## Goal of the exercise
Could you write out, exactly, every line from the top of the data through the line holding "I am building"? Omit the pictures.

## Source data

+-------+

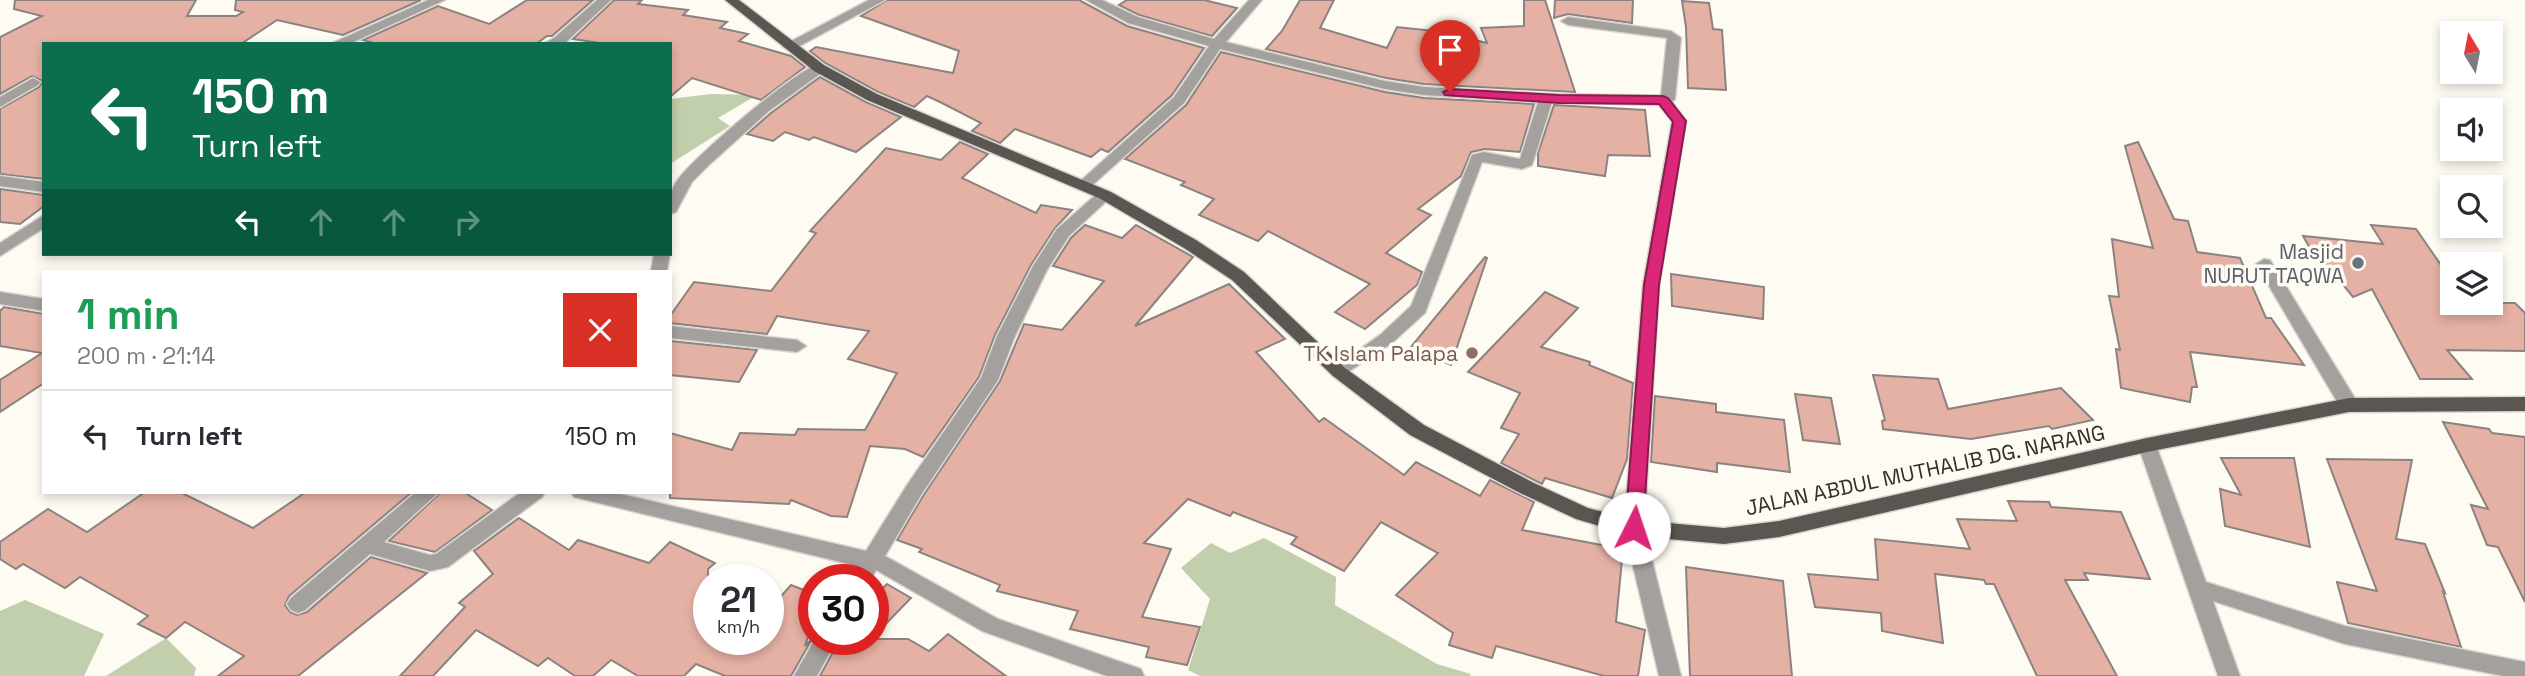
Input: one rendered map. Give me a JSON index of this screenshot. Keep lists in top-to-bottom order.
{
  "streets": {
    "main road": ["JALAN ABDUL MUTHALIB DG. NARANG"]
  },
  "places": ["Masjid NURUT TAQWA", "TK Islam Palapa"],
  "north": "top",
  "page": {
    "turn": ["150 m", "Turn left"],
    "heading": ["1 min", "200 m · 21:14"],
    "list": [
      {
        "name": "Turn left",
        "value": "150 m"
      }
    ],
    "speed": "21 km/h",
    "limit": "30"
  }
}
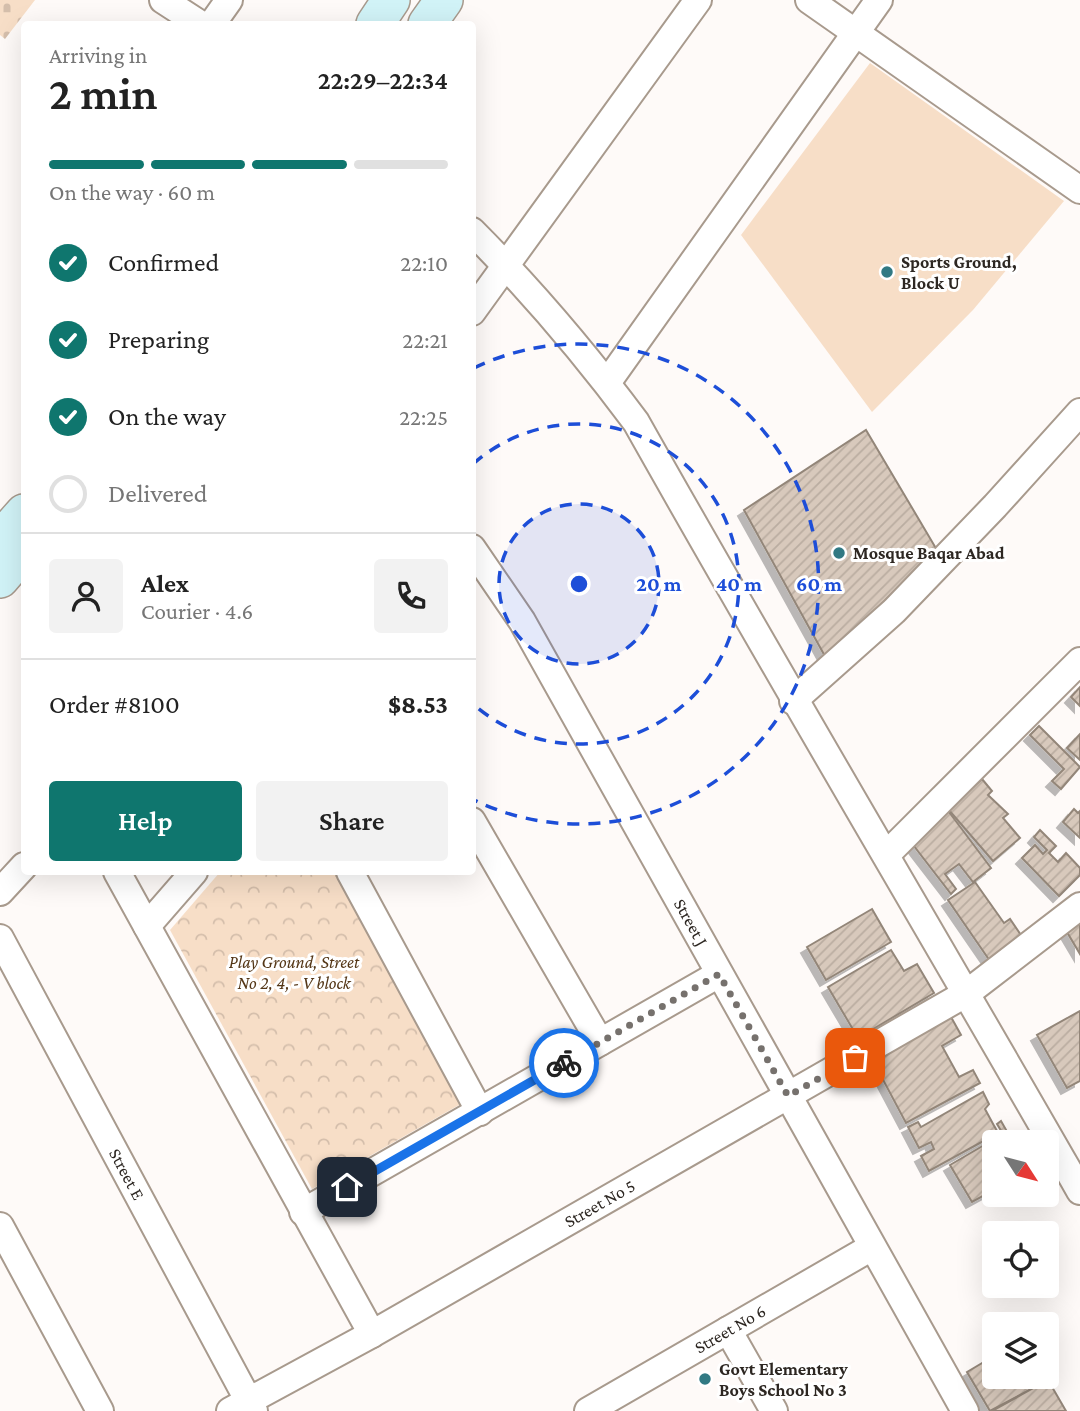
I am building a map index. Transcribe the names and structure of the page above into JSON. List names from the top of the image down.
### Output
{
  "streets": {
    "street": [
      "Street J",
      "Street E",
      "Street No 5",
      "Street No 6"
    ]
  },
  "crossings": [
    ["Street J", "Street No 5"],
    ["Street J", "Street No 6"],
    ["Street E", "Street No 5"]
  ],
  "parks": ["Play Ground, Street No 2, 4, - V block"],
  "places": ["Sports Ground, Block U", "Mosque Baqar Abad", "Govt Elementary Boys School No 3"],
  "north": "bottom right",
  "page": {
    "heading": ["2 min", "Arriving in", "22:29–22:34"],
    "panel": [
      "Alex",
      "Courier · 4.6",
      "Order #8100",
      "$8.53"
    ],
    "bar": "On the way · 60 m",
    "list": [
      ["Confirmed", "22:10"],
      ["Preparing", "22:21"],
      ["On the way", "22:25"],
      "Delivered"
    ],
    "buttons": ["Help", "Share"]
  },
  "rings": ["20 m", "40 m", "60 m"]
}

+-------+

## Your solution
Input: one rendered map. Give me a JSON index of this screenshot. Keep lists in top-to-bottom order.
{
  "streets": {
    "main road": ["JALAN ABDUL MUTHALIB DG. NARANG"]
  },
  "places": ["Masjid NURUT TAQWA", "TK Islam Palapa"],
  "north": "top",
  "page": {
    "turn": ["150 m", "Turn left"],
    "heading": ["1 min", "200 m · 21:14"],
    "list": [
      {
        "name": "Turn left",
        "value": "150 m"
      }
    ],
    "speed": "21 km/h",
    "limit": "30"
  }
}
I am building a map index. Transcribe the names and structure of the page above into JSON. List names from the top of the image down.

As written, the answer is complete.